It does require very slight negative pitch on the blades, and to use it for practical purposes you must not let the rotor slow down very much before you make that negative pitch.

what? Why does it need negative pitch for autorotation? That doesn't make sense... Well, I guess that's Kerbal physics. :confused:

I use a servo between the engine and the blades to set the collective pitch. And of course I set the limits for the servo to not allow negative pitch. So I never tried that.

3 hours ago, mystifeid said:

blade pitch is important - are you adjusting the pitch as you ascend?

Yes. I'm constantly monitoring blade pitch, engine RPM, and ascent speed.  With the old (elevon-based) blades I needed to gradually lower the blade pitch the higher I got to get the best ascent speed.  (Also because the torque wasn't enough to keep the engine at max RPM for most of the ascent.) With the new blades I can use a fairly high pitch and still get max RPM and a pretty high ascent rate, that increases with elevation -- until it starts decreasing and things go pear shaped. Lowering the pitch at that point (from ca. 16 deg to 5 deg or whatever) doesn't really help much if I don't have the spare engine power.

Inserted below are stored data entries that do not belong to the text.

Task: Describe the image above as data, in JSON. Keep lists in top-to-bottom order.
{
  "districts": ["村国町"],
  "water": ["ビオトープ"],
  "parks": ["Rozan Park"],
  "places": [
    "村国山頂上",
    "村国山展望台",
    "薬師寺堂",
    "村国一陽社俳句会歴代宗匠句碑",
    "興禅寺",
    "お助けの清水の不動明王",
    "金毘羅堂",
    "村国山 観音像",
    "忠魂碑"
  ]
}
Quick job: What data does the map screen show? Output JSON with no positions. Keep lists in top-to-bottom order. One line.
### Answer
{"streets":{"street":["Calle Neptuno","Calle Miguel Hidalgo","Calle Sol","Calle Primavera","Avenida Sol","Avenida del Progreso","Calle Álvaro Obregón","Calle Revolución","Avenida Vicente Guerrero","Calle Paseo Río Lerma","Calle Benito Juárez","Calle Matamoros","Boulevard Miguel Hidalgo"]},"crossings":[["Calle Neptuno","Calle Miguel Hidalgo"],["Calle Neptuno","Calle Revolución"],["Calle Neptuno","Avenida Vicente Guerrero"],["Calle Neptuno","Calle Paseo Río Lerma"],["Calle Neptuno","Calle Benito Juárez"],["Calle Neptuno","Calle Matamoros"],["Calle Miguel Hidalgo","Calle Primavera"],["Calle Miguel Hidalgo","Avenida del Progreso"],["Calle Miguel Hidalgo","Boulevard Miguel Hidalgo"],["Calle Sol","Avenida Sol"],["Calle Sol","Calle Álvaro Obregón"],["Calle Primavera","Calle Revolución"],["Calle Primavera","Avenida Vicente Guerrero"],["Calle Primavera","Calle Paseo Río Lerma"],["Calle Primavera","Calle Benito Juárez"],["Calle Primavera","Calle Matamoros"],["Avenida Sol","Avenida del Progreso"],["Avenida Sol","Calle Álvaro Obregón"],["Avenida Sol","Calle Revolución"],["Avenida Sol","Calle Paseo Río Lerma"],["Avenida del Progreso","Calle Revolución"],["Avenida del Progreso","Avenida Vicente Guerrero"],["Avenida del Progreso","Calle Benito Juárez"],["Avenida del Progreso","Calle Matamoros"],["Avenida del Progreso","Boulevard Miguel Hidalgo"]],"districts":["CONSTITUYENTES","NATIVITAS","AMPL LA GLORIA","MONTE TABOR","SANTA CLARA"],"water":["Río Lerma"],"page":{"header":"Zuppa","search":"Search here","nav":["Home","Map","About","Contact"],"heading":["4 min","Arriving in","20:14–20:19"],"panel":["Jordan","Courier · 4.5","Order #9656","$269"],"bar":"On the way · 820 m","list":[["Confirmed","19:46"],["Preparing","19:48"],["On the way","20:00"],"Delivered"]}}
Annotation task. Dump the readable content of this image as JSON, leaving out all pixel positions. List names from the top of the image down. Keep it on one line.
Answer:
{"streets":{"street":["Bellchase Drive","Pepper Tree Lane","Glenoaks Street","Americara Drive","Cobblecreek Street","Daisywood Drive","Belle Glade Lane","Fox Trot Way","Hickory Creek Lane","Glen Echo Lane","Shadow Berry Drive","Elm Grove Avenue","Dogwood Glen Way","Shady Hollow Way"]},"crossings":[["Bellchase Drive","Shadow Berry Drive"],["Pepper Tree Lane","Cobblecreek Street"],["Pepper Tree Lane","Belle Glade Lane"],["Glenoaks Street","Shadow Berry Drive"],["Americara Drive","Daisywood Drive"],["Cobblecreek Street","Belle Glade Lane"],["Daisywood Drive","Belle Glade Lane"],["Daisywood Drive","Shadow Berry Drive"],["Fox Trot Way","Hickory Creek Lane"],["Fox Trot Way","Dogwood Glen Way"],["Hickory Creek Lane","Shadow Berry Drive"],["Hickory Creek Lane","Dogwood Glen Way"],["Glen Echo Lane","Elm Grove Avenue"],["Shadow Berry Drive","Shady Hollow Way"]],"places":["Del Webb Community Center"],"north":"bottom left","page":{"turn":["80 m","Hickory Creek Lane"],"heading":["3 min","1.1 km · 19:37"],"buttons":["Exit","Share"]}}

I guess my current strategy is at least related to your "high speed" approach: I ascent at best speed (maxing out at around 20 m/s) until the ascent speed starts to drop, then I fire up the rockets and drop the rotors. For me that's because If I don't do that then I start dropping fast, and with the low TWR that I have in Eve's atmosphere I would spend a long time just reversing the drop-speed if I'm not quick...

Well, Eve is a poodle! In my folding-wing Eve plane the parachutes rip my craft into pieces during the descent. Not because of high stress during unfolding, but because the static forces are too high. Guess I have to attach them to more than one spot...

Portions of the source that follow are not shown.